Stored entries
——————

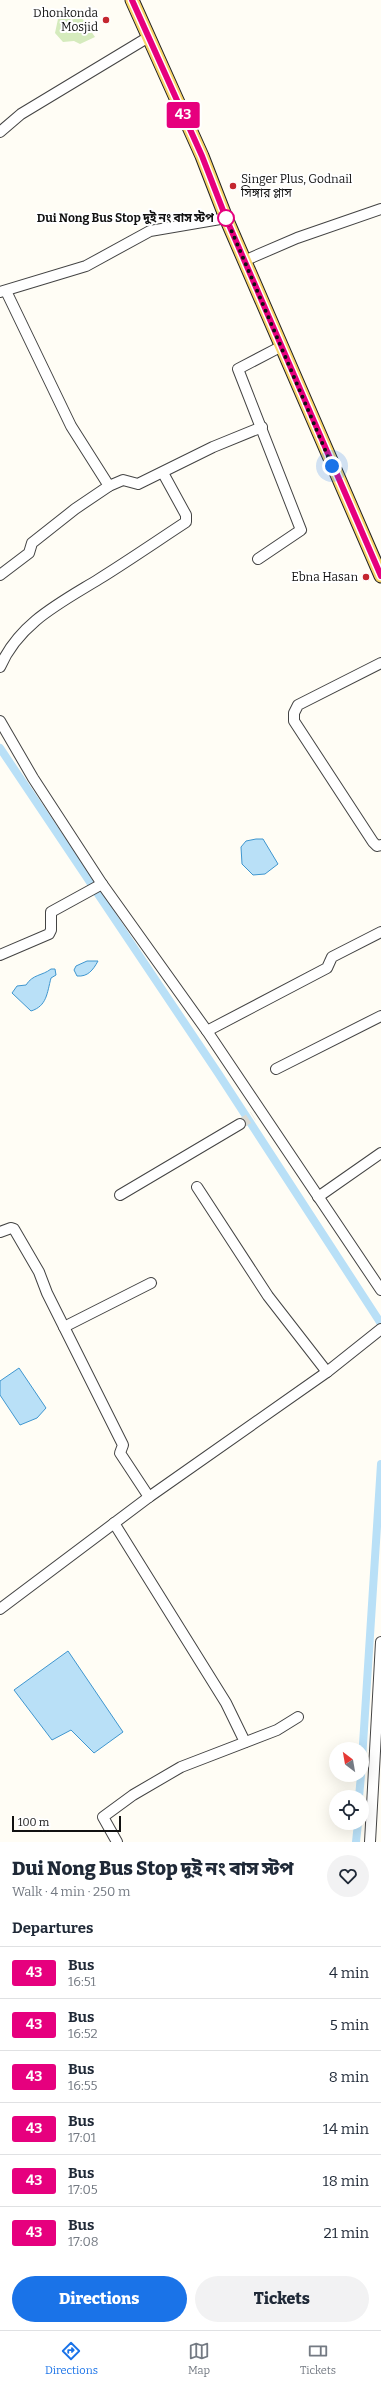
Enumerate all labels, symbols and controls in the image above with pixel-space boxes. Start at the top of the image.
place label: Dhonkonda Mosjid [33,6,98,34]
marker: Dhonkonda Mosjid [101,15,111,25]
line badge: 43 [165,102,201,128]
text: 43 [175,106,191,123]
place label: Singer Plus, Godnail সিঙ্গার প্লাস [240,172,353,200]
marker: Singer Plus, Godnail সিঙ্গার প্লাস [228,181,238,191]
marker: Dui Nong Bus Stop দুই নং বাস স্টপ [217,209,235,227]
place label: Dui Nong Bus Stop দুই নং বাস স্টপ [37,210,214,225]
your location [322,456,342,476]
place label: Ebna Hasan [291,570,358,584]
marker: Ebna Hasan [361,572,371,582]
north arrow [329,1742,369,1782]
map controls [329,1742,369,1830]
button: locate [329,1790,369,1830]
scale bar [12,1814,121,1833]
text: 100 m [18,1816,49,1829]
button: heart [327,1855,369,1897]
text: Dui Nong Bus Stop দুই নং বাস স্টপ [12,1857,294,1880]
text: Walk · 4 min · 250 m [12,1884,130,1899]
text: Departures [12,1919,93,1937]
text: Bus [68,1956,94,1974]
text: 43 [26,1964,42,1981]
text: 4 min [329,1964,369,1982]
text: 16:51 [68,1974,96,1989]
text: Bus [68,2008,94,2026]
text: 43 [26,2016,42,2033]
text: 5 min [330,2016,369,2034]
text: 16:52 [68,2026,97,2041]
text: Bus [68,2060,94,2078]
text: 43 [26,2068,42,2085]
text: 8 min [329,2068,369,2086]
text: 16:55 [68,2078,98,2093]
text: Bus [68,2112,94,2130]
text: 43 [26,2120,42,2137]
text: 14 min [323,2120,369,2138]
text: 17:01 [68,2130,96,2145]
text: Bus [68,2164,94,2182]
text: 43 [26,2172,42,2189]
text: 18 min [323,2172,369,2190]
text: 17:05 [68,2182,98,2197]
text: Bus [68,2216,94,2234]
text: 43 [26,2224,42,2241]
text: 21 min [323,2224,369,2242]
text: 17:08 [68,2234,99,2249]
button: Directions [12,2276,187,2322]
button: Tickets [195,2276,369,2322]
tab: Directions [45,2340,98,2377]
tab: Map [188,2340,210,2377]
tab: Tickets [300,2340,336,2377]

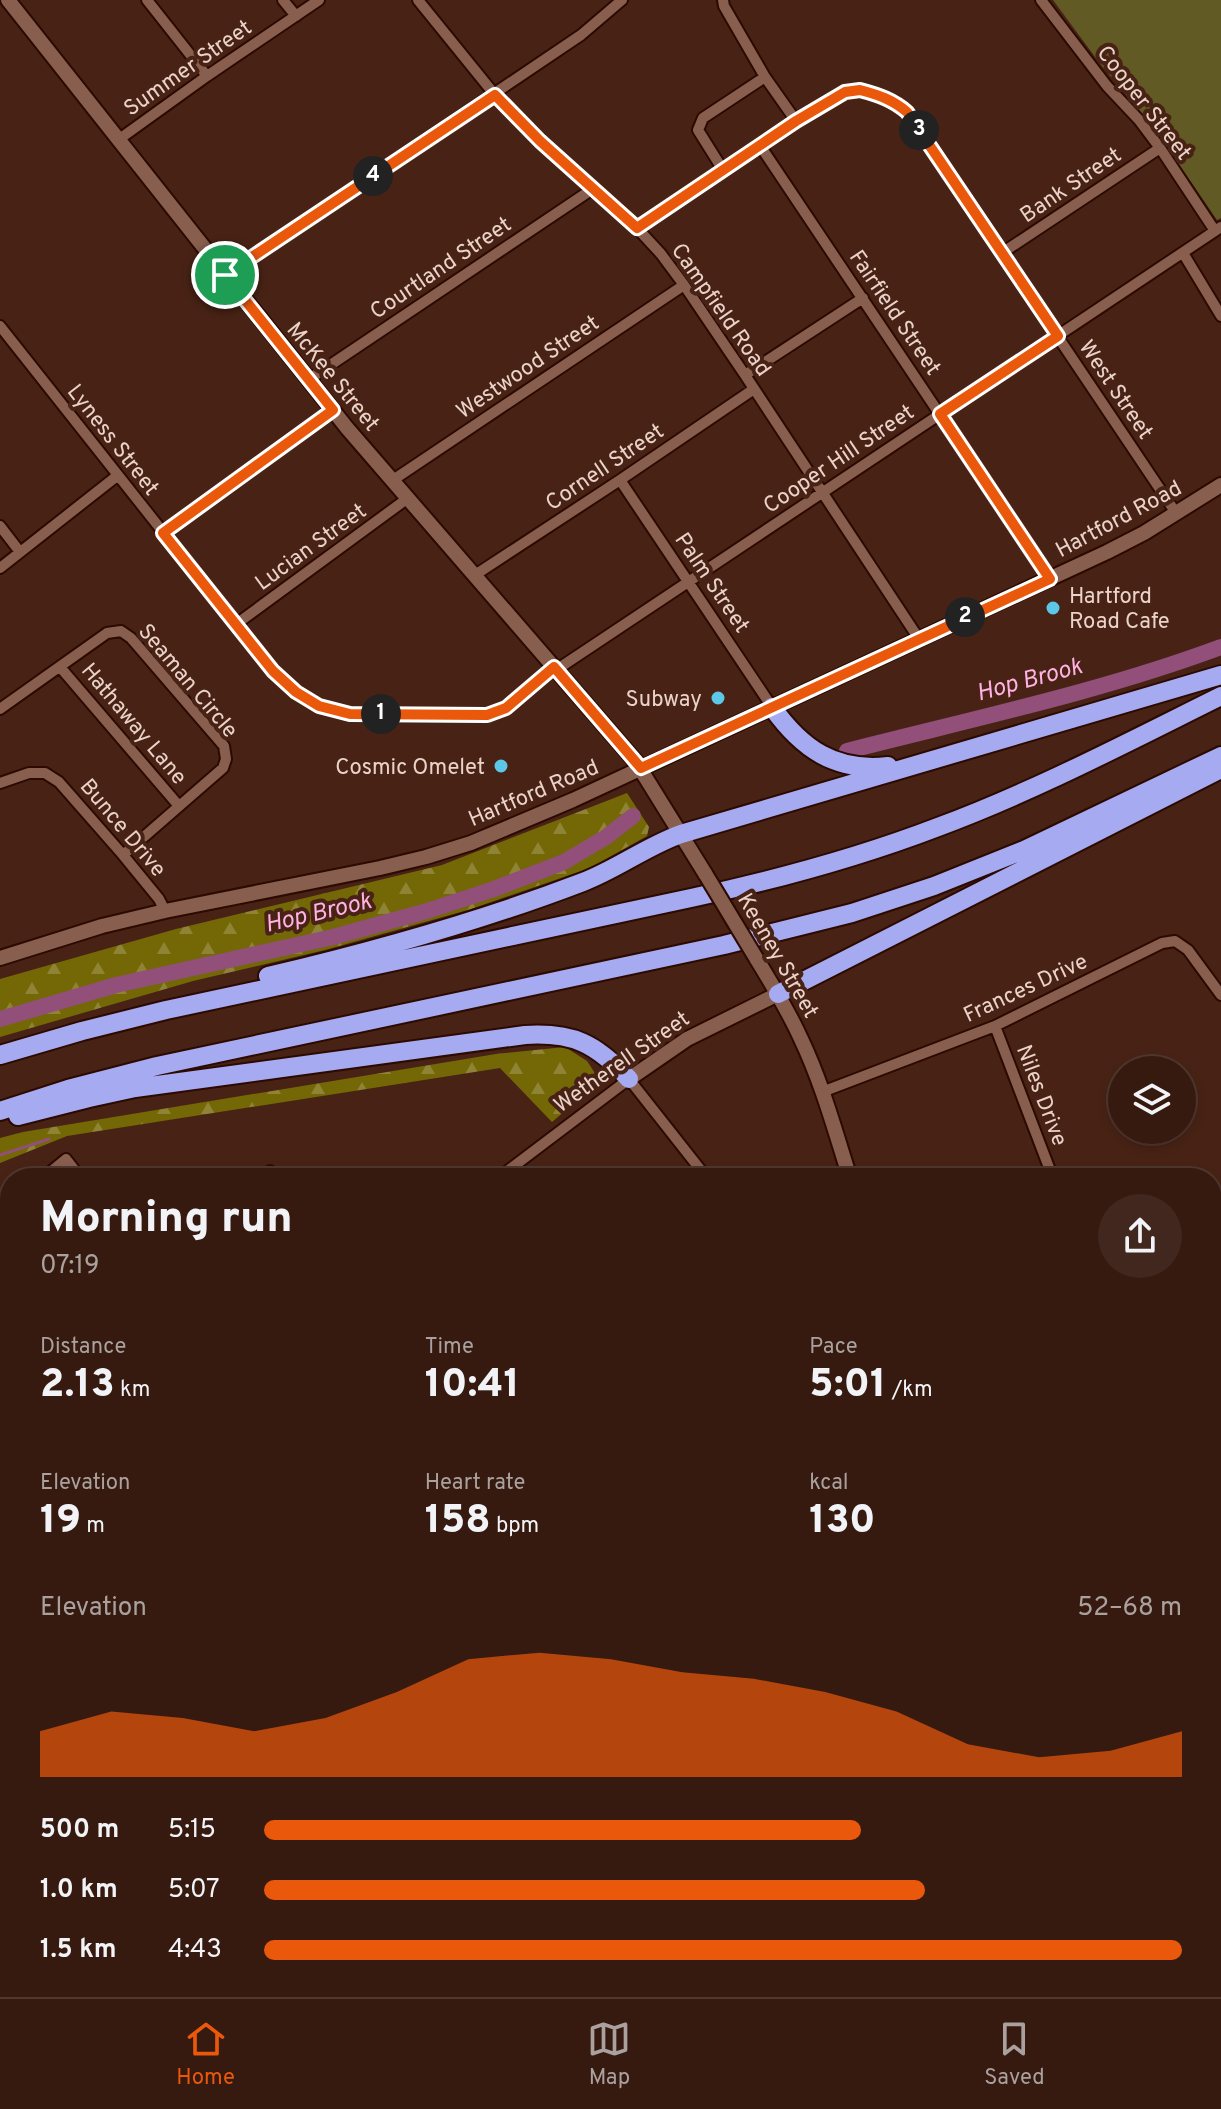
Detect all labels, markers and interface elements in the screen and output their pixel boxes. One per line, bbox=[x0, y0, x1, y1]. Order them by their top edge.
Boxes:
street label: Summer Street bbox=[119, 15, 258, 123]
street label: Cooper Street bbox=[1090, 41, 1196, 166]
pin: 3 bbox=[899, 110, 939, 150]
text: 3 bbox=[912, 116, 926, 143]
street label: Bank Street bbox=[1016, 142, 1127, 230]
pin: 4 bbox=[353, 156, 393, 196]
text: 4 bbox=[366, 162, 380, 189]
street label: Courtland Street bbox=[366, 212, 517, 326]
street label: Campfield Road bbox=[664, 239, 776, 382]
pin bbox=[191, 241, 259, 309]
street label: Fairfield Street bbox=[842, 246, 946, 381]
icon: arrive bbox=[203, 253, 247, 297]
street label: Westwood Street bbox=[452, 310, 605, 426]
street label: McKee Street bbox=[280, 318, 384, 438]
street label: West Street bbox=[1072, 336, 1158, 445]
street label: Lyness Street bbox=[60, 379, 164, 502]
street label: Cooper Hill Street bbox=[759, 400, 920, 520]
street label: Cornell Street bbox=[541, 419, 670, 518]
street label: Hartford Road bbox=[1051, 476, 1187, 565]
street label: Lucian Street bbox=[250, 499, 372, 597]
street label: Palm Street bbox=[668, 528, 754, 639]
place label: Hartford Road Cafe bbox=[1069, 584, 1170, 636]
pin: 2 bbox=[945, 597, 985, 637]
marker: Hartford Road Cafe bbox=[1044, 599, 1062, 617]
text: 2 bbox=[958, 603, 972, 630]
street label: Seaman Circle bbox=[131, 619, 243, 744]
water label: Hop Brook bbox=[973, 652, 1087, 709]
street label: Hathaway Lane bbox=[74, 658, 192, 791]
place label: Subway bbox=[626, 687, 702, 714]
marker: Subway bbox=[709, 689, 727, 707]
pin: 1 bbox=[361, 694, 401, 734]
text: 1 bbox=[377, 700, 385, 727]
place label: Cosmic Omelet bbox=[335, 755, 485, 782]
street label: Hartford Road bbox=[465, 755, 603, 834]
marker: Cosmic Omelet bbox=[492, 757, 510, 775]
street label: Bunce Drive bbox=[73, 774, 171, 883]
water label: Hop Brook bbox=[262, 887, 376, 941]
street label: Keeney Street bbox=[730, 889, 823, 1024]
street label: Frances Drive bbox=[960, 949, 1092, 1030]
street label: Wetherell Street bbox=[549, 1006, 695, 1120]
street label: Niles Drive bbox=[1009, 1042, 1072, 1150]
map controls bbox=[1108, 1056, 1196, 1144]
button: layers bbox=[1108, 1056, 1196, 1144]
text: Morning run bbox=[40, 1192, 293, 1248]
button: share bbox=[1098, 1194, 1182, 1278]
text: 07:19 bbox=[40, 1250, 100, 1283]
text: Distance bbox=[40, 1334, 126, 1361]
text: Time bbox=[425, 1334, 474, 1361]
text: Pace bbox=[809, 1334, 858, 1361]
text: 2.13 bbox=[40, 1361, 115, 1411]
text: 10:41 bbox=[425, 1361, 520, 1411]
text: 5:01 bbox=[809, 1361, 886, 1411]
text: km bbox=[115, 1377, 150, 1404]
text: /km bbox=[886, 1377, 933, 1404]
text: Elevation bbox=[40, 1470, 130, 1497]
text: Heart rate bbox=[425, 1470, 525, 1497]
text: kcal bbox=[809, 1470, 848, 1497]
text: 19 bbox=[40, 1497, 81, 1547]
text: 158 bbox=[425, 1497, 491, 1547]
text: 130 bbox=[809, 1497, 875, 1547]
text: m bbox=[81, 1513, 105, 1540]
text: bpm bbox=[491, 1513, 539, 1540]
text: Elevation bbox=[40, 1592, 147, 1625]
text: 52–68 m bbox=[1077, 1592, 1182, 1625]
text: 500 m bbox=[40, 1814, 119, 1847]
text: 5:15 bbox=[168, 1814, 216, 1847]
text: 1.0 km bbox=[40, 1874, 118, 1907]
text: 5:07 bbox=[168, 1874, 219, 1907]
text: 1.5 km bbox=[40, 1934, 117, 1967]
text: 4:43 bbox=[168, 1934, 222, 1967]
tab: Home bbox=[176, 2017, 235, 2092]
tab: Map bbox=[587, 2017, 631, 2092]
tab: Saved bbox=[984, 2017, 1045, 2092]

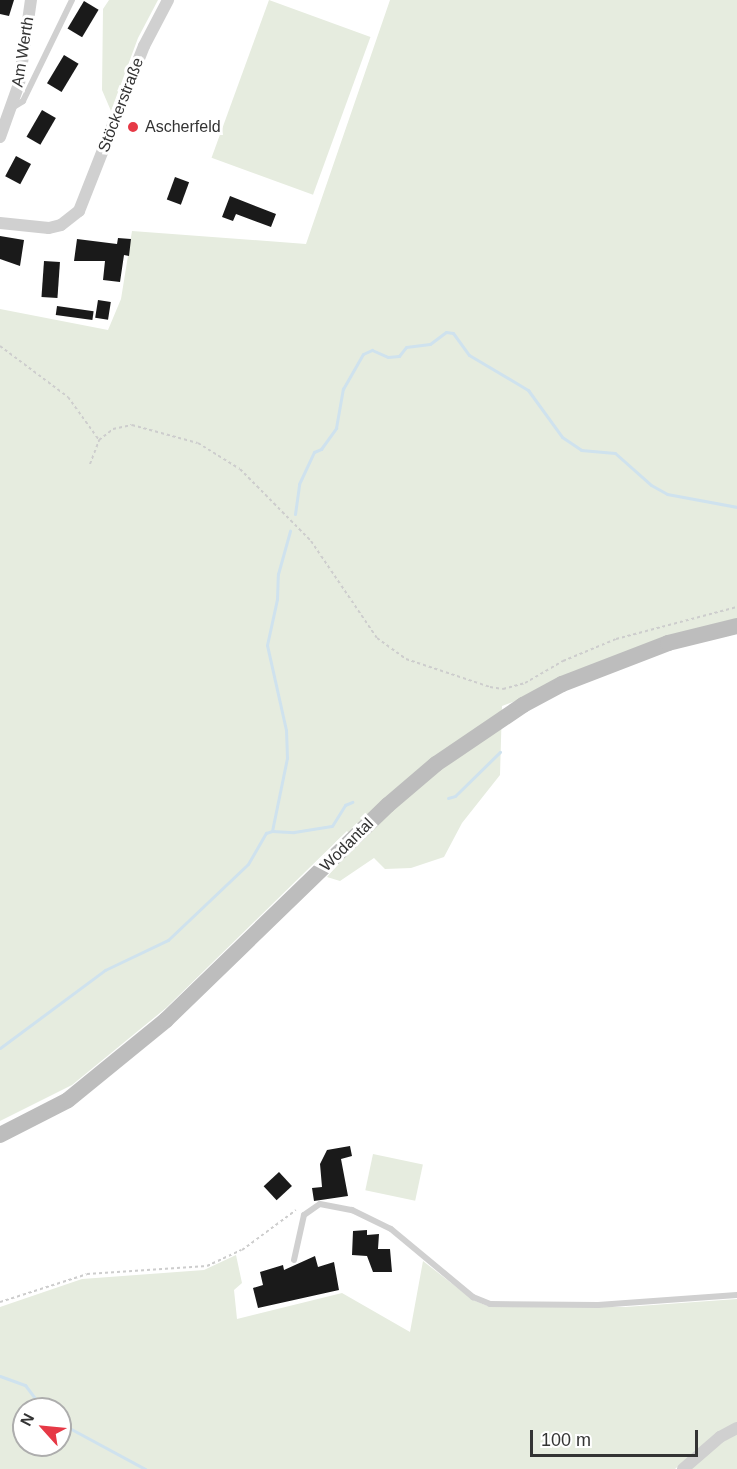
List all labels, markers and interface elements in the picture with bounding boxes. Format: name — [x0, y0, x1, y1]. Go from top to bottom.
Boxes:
street label: Am Werth — [8, 16, 38, 88]
street label: Stöckerstraße — [94, 55, 148, 155]
place label: Ascherfeld — [145, 117, 221, 137]
marker: Ascherfeld — [126, 120, 140, 134]
street label: Wodantal — [316, 814, 378, 876]
north arrow — [12, 1397, 72, 1457]
text: N — [17, 1410, 37, 1429]
scale bar — [533, 1418, 701, 1456]
text: 100 m — [541, 1430, 591, 1450]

——————

**Exercise prompt**
Copy out each line of the records where the word "Ebna" appears.

**Answer to this exercise**
place label: Ebna Hasan [291,570,358,584]
marker: Ebna Hasan [361,572,371,582]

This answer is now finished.